What the task asks:
Find how many lines in the material contain "names"; your answer should be that number alone.

Source material:
^^^^
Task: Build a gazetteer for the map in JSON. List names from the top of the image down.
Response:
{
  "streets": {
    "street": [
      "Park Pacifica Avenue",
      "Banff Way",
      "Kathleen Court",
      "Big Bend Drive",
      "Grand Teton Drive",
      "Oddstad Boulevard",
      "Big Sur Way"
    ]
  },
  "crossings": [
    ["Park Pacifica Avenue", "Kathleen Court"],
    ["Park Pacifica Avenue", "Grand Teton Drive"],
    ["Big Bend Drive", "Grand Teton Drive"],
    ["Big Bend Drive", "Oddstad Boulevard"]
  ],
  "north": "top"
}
^^^^
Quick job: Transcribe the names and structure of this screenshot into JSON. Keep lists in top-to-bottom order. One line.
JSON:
^^^^
Answer space:
2